While the precise scope of the tolling in the Executive Orders will only be determined once courts have been afforded the opportunity to rule on individual cases, our view is that landlords’ actions to enforce commercial leases short of eviction will be upheld. Tenants will no doubt claim rights to Yellowstone injunction relief notwithstanding the passing of contractual cure and notice deadlines, relying on a variety of theories including equitable tolling, impossibility and the Executive Orders themselves. For this reason, many landlords may wish to enter into out-of-court resolutions after sending a rent demand, notice to cure and/or termination notice. We also suggest that a tolling agreement between the parties that recites the default and in which the tenant acknowledges receipt and proper service of the rent demand, notice to cure and/or termination notice may be appropriate in the circumstances; this is often a more preferable path than the tenant obtaining a Yellowstone injunction.
While several proposed bills offering relief to commercial tenants have been introduced in both the state legislature and city council, the only one to pass is the city law governing personal guarantees discussed below. Commentators have opined that any such legislation, including the city law, will be subject to constitutional challenge.
The only legislation passed to date is an amendment to the New York City Administrative Code, effective May 26, 2020, prohibiting the enforcement of personal guaranties in connection with commercial tenancies. The law applies only to defaults that occur between March 7, 2020 and September 30, 2020, and for personal guaranties by “natural persons who are not the tenant under” the “commercial lease or other rental agreement involving real property.” In addition, for the law to apply, the tenant must satisfy one of the following three conditions: (a) it was required under the Governor’s March 16 Executive Order to cease serving patrons food or beverages for on-premises consumption, or to cease operation (this includes, for example, restaurants, bars, gyms, fitness centers and classes, and movie theaters); (b) it was a non-essential retail establishment subject to in-person limitations under state-issued guidance; or (c) it was required to close to members of the public (including barbershops, salons, tattoo or piercing parlors, and similar personal care services).

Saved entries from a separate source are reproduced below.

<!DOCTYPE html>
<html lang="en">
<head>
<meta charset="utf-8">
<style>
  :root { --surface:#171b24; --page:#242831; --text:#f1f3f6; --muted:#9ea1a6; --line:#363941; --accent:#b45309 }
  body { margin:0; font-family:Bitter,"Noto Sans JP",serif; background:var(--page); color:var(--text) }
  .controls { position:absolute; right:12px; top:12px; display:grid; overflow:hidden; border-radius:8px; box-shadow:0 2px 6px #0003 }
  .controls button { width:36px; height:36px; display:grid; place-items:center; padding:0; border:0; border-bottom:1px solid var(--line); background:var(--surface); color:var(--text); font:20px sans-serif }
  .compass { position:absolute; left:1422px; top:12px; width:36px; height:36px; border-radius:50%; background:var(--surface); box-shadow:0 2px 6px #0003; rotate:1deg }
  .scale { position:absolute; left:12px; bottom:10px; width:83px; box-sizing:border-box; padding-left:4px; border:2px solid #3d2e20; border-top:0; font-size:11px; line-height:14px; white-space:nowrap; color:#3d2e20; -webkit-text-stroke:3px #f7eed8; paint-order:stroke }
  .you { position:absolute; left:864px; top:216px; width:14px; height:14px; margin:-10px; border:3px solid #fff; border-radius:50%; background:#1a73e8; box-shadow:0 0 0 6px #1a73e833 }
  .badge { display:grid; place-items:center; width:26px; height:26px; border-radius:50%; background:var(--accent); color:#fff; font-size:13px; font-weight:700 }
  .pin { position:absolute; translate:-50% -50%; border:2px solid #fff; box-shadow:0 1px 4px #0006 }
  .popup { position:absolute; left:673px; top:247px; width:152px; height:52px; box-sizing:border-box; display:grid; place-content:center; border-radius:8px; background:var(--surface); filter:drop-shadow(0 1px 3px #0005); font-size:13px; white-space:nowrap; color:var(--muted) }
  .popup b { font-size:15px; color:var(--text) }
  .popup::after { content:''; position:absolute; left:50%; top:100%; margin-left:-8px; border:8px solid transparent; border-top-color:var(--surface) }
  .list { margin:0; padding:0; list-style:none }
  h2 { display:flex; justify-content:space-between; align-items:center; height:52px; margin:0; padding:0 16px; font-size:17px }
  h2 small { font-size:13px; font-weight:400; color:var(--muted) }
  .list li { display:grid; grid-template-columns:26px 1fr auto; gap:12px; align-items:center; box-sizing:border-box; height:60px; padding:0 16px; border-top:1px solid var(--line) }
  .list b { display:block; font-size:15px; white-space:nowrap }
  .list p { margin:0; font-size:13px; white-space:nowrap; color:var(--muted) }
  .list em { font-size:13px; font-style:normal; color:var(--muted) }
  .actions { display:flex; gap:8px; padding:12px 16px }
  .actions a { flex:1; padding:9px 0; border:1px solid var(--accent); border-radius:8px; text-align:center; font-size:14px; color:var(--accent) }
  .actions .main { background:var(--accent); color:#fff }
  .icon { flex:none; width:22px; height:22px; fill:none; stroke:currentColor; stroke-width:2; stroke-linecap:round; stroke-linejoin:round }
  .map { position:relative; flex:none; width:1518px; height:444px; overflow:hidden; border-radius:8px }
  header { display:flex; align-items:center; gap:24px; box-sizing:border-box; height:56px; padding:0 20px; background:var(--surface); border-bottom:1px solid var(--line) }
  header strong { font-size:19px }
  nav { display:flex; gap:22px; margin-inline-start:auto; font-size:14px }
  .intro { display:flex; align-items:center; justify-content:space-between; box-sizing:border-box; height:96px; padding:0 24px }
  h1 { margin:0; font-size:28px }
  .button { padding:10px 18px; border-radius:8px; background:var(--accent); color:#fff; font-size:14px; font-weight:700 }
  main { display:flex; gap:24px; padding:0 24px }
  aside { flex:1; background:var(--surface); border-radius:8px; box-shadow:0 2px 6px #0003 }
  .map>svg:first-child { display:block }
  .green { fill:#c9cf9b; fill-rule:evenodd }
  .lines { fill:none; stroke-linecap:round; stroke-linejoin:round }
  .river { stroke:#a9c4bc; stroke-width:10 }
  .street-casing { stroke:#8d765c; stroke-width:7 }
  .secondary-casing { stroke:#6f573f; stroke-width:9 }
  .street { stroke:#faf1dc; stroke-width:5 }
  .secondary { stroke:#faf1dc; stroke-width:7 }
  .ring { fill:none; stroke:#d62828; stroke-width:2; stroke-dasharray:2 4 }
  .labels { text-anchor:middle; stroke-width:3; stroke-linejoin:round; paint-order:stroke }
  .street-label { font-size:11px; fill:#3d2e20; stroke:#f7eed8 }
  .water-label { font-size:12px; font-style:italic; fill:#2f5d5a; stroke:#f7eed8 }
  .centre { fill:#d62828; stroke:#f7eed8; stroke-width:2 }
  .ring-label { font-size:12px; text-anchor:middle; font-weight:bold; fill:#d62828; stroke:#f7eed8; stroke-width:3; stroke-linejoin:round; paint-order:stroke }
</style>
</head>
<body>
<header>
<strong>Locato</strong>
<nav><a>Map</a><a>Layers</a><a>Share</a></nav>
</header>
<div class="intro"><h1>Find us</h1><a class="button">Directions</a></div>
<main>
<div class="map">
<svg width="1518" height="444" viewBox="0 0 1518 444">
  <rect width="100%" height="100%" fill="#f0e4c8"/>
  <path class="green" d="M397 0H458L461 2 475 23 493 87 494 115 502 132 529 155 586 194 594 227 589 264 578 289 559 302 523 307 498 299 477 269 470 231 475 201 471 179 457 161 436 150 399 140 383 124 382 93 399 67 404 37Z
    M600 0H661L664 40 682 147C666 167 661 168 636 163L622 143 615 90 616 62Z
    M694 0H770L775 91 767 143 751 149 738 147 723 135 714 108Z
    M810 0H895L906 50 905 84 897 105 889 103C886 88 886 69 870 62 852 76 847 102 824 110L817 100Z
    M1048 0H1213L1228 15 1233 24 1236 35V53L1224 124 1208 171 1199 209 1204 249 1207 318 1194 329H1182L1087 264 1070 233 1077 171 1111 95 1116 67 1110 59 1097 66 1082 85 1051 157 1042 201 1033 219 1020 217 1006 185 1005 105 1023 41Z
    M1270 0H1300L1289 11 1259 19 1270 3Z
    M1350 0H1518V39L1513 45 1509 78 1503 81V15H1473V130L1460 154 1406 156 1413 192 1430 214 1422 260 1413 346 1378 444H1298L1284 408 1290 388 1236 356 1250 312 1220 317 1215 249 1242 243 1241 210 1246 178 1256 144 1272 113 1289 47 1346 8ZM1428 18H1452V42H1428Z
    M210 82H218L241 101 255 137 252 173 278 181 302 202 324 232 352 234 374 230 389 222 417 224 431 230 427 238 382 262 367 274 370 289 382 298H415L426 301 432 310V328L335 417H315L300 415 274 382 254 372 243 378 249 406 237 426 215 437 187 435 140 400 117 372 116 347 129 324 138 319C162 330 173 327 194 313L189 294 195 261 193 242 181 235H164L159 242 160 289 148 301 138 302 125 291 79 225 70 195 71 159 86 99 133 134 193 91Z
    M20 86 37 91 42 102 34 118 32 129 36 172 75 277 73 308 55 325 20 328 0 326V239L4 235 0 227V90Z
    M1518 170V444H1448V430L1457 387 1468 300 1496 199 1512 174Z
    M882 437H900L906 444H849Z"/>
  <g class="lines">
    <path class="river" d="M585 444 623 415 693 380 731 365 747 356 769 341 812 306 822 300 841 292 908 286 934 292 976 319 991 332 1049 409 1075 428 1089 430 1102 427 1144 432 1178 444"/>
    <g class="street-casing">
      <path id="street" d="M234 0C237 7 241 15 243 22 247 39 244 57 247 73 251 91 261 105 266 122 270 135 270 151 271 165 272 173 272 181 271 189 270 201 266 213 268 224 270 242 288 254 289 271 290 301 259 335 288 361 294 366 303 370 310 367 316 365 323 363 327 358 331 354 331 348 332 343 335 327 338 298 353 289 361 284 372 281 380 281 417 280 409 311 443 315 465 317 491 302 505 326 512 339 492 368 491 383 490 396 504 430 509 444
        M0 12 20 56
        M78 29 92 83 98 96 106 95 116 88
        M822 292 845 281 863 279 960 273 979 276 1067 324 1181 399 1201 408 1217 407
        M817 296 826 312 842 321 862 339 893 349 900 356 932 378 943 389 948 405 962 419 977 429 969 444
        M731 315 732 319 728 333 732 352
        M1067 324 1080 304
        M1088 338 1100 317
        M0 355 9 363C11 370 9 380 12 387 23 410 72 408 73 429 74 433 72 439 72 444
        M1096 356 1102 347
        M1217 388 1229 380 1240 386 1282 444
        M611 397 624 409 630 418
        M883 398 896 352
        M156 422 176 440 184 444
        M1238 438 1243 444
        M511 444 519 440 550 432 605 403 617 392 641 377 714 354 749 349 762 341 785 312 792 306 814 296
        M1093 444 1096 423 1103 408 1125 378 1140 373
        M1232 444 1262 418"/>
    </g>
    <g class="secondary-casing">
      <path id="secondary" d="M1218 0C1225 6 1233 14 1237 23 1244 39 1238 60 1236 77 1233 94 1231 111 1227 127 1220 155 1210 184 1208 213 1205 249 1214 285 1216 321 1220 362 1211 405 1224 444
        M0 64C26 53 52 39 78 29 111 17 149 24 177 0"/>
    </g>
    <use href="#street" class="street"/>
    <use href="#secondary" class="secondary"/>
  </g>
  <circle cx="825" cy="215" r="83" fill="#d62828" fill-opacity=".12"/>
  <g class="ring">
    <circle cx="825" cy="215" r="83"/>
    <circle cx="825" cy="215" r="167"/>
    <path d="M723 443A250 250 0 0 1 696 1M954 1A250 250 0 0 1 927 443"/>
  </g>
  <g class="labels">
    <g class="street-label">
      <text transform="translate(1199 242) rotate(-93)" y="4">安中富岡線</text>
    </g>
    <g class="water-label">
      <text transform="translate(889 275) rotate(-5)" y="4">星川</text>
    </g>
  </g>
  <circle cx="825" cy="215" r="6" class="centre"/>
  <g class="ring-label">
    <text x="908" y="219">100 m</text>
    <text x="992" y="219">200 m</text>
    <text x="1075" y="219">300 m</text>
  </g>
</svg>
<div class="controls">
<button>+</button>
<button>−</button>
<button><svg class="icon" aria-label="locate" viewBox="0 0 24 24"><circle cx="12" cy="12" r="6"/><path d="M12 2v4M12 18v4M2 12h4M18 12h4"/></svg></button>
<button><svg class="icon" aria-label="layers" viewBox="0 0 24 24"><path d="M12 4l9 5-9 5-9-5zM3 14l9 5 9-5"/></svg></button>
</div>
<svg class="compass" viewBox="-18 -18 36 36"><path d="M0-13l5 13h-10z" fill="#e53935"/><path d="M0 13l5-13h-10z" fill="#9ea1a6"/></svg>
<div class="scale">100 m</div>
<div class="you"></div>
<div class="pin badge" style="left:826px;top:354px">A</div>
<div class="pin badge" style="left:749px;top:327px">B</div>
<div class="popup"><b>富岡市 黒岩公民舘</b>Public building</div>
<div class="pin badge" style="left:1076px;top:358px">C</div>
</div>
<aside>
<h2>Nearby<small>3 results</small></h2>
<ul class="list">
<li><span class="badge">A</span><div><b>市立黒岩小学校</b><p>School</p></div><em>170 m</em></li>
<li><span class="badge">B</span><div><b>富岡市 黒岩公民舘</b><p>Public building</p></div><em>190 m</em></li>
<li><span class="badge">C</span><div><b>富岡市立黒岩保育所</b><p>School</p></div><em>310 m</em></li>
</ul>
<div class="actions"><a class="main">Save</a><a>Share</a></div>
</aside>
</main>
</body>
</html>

The Administrative Code also sets forth a list of prohibited actions that amount to “commercial tenant harassment” by landlords, which “would reasonably cause a commercial tenant to vacate covered property, or to surrender or waive any rights under a lease or other rental agreement or under applicable law in relation to such covered property.” The list includes (among other actions) “using force against or making express or implied threats that force will be used against a commercial tenant or such tenant’s invitee,” and “threatening a commercial tenant based on such person’s” age, race, creed, and a variety of other designations. The new amendment adds a fourteenth item to the “commercial tenant harassment” list: “attempting to enforce a personal liability provision that the landlord knows or reasonably should know is not enforceable pursuant to [the amendment].”